» Aim of the task: Every line below that holds the string "ГВАРДІЙСЬКИЙ" must be copied.

[Stored items from a collection]
__________________________________________________
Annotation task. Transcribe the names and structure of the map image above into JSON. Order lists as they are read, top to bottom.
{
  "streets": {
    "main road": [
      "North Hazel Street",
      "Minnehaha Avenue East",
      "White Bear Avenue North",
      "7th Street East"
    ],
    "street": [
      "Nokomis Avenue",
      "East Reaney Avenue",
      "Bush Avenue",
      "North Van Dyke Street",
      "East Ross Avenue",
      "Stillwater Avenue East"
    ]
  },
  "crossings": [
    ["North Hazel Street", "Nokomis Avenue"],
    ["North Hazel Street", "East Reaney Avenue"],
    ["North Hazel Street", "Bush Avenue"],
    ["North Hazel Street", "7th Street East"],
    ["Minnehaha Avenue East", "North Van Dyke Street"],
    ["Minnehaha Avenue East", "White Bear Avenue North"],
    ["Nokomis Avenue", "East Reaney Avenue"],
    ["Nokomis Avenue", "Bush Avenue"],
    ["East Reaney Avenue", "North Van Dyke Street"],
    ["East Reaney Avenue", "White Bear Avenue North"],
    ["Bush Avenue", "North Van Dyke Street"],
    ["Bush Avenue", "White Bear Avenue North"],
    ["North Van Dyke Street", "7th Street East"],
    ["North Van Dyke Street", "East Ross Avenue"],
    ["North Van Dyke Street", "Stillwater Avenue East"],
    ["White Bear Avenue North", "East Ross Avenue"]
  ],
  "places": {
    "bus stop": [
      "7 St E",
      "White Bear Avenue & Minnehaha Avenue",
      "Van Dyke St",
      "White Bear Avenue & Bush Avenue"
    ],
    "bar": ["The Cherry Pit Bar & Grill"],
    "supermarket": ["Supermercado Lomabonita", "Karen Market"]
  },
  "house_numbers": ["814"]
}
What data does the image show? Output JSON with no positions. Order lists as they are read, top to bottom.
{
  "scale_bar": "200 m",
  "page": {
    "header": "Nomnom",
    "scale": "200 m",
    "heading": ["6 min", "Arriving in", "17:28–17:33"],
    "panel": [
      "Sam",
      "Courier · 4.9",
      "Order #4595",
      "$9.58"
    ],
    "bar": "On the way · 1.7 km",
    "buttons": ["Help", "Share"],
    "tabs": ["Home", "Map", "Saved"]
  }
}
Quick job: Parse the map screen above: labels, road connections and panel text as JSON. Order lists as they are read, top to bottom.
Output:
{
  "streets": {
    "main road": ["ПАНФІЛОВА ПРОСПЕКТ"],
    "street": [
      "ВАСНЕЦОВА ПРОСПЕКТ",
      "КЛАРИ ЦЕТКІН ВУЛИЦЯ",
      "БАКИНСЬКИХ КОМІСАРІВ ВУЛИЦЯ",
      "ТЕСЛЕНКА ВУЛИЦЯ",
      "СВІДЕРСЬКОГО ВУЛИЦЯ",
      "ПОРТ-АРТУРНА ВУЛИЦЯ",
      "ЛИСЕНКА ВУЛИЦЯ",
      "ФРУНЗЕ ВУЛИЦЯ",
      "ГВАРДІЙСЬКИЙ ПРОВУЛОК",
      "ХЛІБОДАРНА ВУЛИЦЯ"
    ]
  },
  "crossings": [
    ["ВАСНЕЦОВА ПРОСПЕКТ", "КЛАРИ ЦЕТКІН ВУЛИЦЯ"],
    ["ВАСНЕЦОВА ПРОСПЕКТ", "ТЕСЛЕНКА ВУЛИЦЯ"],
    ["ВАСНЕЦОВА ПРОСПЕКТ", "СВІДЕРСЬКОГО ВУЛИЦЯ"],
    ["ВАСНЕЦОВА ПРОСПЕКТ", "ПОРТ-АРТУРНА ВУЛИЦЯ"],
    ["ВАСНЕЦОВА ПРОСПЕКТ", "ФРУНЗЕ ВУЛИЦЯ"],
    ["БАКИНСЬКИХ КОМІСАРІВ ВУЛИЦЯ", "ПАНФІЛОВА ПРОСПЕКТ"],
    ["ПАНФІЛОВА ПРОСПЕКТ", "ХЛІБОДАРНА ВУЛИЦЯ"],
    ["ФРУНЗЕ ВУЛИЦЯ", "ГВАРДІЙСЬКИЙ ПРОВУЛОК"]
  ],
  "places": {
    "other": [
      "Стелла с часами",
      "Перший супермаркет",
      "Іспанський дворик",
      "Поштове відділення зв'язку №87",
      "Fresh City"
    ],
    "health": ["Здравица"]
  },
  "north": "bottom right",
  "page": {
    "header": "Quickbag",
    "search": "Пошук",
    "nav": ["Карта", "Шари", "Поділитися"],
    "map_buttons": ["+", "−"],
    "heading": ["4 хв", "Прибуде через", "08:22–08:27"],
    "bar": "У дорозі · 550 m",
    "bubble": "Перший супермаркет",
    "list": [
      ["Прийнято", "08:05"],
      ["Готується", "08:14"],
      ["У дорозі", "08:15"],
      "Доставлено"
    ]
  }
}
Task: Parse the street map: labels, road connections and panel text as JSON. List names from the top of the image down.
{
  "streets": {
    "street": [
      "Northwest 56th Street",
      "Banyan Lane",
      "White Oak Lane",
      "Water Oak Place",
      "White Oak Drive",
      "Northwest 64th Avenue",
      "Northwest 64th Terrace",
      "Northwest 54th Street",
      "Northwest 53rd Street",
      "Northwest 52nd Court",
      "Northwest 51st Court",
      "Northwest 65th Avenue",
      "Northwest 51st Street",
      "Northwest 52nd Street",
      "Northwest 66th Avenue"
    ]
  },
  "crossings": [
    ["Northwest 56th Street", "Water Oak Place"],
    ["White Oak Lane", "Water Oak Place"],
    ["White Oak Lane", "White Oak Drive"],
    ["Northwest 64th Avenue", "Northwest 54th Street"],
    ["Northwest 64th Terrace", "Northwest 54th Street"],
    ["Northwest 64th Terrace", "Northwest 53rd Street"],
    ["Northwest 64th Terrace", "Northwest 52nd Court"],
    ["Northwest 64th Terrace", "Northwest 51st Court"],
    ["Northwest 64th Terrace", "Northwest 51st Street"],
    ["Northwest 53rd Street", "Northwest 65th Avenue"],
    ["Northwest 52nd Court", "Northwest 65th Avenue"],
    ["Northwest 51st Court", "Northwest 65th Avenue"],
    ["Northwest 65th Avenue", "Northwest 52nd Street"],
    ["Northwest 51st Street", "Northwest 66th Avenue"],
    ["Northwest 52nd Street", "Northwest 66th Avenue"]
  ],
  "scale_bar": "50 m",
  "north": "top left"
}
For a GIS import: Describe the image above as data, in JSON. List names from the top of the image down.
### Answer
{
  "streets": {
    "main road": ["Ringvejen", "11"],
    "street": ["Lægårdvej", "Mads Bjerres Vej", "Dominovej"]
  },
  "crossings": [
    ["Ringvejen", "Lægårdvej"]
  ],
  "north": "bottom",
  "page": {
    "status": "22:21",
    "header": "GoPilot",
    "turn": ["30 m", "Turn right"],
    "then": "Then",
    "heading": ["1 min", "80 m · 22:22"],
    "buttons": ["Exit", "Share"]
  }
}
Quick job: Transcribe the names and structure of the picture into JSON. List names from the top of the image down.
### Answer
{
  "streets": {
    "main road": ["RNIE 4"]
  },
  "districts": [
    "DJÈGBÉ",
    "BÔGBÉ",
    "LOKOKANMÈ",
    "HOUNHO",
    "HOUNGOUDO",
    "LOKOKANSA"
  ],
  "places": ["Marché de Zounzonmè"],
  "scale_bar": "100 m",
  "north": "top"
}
__________________________________________________
» Response:
      "ГВАРДІЙСЬКИЙ ПРОВУЛОК",
    ["ФРУНЗЕ ВУЛИЦЯ", "ГВАРДІЙСЬКИЙ ПРОВУЛОК"]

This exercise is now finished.